Why General Leibniz rule and Newton's Binomial are so similar?
The binomial expansion:
$$(x+y)^{n} = \sum_{k=0}^{n} \binom{n}{k} x^k y^{n-k}$$
The General Leibniz rule (used as a generalization of the product rule for derivatives):
$$(fg)^{(n)} = \sum_{k=0}^{n} \binom{n}{k} f^{(k)} g^{(n-k)}$$
Both formulas can be obtained simply by induction; Newton's binomial also has a combinatorial proof (here's the relevant wikipedia page). It's striking how these formulas are similar; is there a possible connection between them? I was thinking that maybe the General Leibniz rule could be obtained using a combinatorial argument as well (hence the binomial coefficients)...
Solution 1:
Here's one combinatorial way to look at both formulas.

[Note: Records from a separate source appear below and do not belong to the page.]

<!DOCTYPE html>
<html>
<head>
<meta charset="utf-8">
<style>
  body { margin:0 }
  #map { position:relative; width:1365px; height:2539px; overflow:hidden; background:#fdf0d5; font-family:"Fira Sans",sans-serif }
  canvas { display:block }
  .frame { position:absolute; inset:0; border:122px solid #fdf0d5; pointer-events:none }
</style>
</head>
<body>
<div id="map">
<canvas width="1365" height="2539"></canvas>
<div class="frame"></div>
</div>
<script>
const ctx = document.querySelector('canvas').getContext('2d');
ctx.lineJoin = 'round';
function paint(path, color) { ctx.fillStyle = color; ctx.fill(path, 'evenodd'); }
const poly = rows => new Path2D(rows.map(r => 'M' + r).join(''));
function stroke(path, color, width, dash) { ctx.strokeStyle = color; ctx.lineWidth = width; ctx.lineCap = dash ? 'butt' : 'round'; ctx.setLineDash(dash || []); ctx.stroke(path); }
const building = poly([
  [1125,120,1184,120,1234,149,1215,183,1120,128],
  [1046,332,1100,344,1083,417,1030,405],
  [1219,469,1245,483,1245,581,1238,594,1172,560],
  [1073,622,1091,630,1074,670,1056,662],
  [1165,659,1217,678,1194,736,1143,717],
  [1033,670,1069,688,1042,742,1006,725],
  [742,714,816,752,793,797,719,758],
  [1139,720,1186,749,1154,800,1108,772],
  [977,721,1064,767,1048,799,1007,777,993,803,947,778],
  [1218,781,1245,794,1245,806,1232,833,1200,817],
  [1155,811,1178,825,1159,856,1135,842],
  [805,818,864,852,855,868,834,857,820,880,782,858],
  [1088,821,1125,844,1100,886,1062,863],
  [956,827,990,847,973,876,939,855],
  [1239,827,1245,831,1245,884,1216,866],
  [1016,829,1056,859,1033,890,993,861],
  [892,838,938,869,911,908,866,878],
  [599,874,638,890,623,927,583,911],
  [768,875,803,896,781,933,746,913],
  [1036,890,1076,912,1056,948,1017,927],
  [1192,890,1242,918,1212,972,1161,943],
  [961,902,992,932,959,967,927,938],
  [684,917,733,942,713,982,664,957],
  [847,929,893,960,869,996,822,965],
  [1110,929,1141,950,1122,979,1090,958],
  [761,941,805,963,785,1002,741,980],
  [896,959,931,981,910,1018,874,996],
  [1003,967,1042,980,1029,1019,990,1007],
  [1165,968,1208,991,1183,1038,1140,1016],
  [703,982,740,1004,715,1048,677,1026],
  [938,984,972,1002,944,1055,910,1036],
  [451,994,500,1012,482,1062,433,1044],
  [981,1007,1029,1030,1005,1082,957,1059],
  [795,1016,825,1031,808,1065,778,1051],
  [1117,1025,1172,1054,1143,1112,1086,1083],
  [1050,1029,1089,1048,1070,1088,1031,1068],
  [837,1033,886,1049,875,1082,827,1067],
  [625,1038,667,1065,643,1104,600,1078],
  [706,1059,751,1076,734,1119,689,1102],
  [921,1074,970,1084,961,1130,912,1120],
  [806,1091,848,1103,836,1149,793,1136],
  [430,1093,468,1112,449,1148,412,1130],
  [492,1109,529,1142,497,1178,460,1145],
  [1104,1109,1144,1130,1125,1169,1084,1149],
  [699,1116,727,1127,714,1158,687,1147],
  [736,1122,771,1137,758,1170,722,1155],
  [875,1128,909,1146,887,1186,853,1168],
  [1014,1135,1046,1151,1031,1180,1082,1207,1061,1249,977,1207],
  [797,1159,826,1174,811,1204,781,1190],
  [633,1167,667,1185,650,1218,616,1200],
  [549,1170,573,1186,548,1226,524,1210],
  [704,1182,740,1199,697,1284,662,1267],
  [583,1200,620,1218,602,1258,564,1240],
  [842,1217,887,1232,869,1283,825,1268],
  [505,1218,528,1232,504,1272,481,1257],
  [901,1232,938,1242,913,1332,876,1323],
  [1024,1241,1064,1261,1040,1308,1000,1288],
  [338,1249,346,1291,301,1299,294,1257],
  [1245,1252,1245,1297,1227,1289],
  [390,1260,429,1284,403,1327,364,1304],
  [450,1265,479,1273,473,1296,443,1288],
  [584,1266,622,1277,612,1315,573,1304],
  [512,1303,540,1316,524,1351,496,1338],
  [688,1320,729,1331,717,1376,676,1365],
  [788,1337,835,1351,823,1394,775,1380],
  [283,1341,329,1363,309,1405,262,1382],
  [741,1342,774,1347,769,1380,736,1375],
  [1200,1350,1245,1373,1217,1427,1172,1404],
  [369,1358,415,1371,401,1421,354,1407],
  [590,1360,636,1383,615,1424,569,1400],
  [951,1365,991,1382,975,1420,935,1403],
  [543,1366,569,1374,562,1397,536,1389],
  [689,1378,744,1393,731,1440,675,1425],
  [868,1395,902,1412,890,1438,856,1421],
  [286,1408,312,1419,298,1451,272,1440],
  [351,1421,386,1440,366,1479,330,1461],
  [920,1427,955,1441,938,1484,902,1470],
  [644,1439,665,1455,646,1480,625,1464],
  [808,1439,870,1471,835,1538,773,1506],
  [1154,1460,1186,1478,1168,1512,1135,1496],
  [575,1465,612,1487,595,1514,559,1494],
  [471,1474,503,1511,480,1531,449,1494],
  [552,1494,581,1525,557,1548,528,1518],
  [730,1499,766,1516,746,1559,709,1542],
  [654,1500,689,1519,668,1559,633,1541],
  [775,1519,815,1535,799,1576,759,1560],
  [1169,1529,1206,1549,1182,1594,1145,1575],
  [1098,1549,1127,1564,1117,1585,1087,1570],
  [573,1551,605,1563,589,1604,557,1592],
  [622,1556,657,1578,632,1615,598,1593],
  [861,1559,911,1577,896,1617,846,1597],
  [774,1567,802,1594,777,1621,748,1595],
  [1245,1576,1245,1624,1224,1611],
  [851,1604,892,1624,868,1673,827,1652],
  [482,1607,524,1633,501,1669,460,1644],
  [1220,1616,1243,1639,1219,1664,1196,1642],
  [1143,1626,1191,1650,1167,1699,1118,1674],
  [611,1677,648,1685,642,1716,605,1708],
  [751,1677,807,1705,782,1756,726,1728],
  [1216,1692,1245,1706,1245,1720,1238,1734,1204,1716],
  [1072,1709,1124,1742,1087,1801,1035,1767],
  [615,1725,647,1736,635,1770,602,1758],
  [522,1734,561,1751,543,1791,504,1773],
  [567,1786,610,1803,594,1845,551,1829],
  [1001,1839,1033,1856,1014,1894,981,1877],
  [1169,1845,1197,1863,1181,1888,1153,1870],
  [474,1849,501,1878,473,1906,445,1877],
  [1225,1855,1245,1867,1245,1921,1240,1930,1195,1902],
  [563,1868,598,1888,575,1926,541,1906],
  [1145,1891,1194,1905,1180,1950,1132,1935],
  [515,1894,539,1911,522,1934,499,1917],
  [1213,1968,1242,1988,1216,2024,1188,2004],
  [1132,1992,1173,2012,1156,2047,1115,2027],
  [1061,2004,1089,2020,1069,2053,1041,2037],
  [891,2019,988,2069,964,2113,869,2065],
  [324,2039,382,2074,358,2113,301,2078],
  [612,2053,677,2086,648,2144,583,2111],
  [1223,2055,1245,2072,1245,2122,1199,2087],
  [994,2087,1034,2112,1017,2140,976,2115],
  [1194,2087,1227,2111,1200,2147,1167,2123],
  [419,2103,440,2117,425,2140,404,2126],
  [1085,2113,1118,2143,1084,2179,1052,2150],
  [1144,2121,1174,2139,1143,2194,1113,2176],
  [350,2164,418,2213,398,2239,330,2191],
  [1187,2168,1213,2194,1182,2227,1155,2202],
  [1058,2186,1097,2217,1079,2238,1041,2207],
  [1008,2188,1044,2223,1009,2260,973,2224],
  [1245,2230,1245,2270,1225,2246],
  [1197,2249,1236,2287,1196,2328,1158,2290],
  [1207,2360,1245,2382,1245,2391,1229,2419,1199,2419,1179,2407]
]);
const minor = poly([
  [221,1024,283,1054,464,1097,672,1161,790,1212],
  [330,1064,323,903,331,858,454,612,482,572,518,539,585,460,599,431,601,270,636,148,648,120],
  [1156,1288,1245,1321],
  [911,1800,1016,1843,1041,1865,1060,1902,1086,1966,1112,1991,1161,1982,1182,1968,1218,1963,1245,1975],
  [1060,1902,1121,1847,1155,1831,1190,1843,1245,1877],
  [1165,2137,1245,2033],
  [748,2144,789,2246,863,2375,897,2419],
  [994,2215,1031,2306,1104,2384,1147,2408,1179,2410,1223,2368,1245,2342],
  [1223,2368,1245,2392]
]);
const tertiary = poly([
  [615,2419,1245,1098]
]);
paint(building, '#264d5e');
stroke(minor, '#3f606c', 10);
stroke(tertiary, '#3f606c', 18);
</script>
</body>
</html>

For the first one, let $M$ be the operator which eats a polynomial $f(x,y)$ and returns the polynomial $(x+y)f(x,y)$. Note $M$ is linear, since multiplication is distributive. We want to start with $1$, apply $M$ $n$ times, and see what we get. The point is that $M$ sends any monomial $x^r y^s$ to a sum of two related ones: $$M : x^r y^s \to x^{r+1}y^s + x^r y^{s+1}.$$
Therefore, $(x+y)^n$ enumerates paths from the top of the following diagram to the bottom row; the coefficient of $x^k y^{n-k}$ is the number of paths from $1$ to $x^k y^{n-k}$, but that's $\binom nk$ since any path is a sequence of $n$ left/right choices, and you have to go left $k$ times and right $n-k$ times.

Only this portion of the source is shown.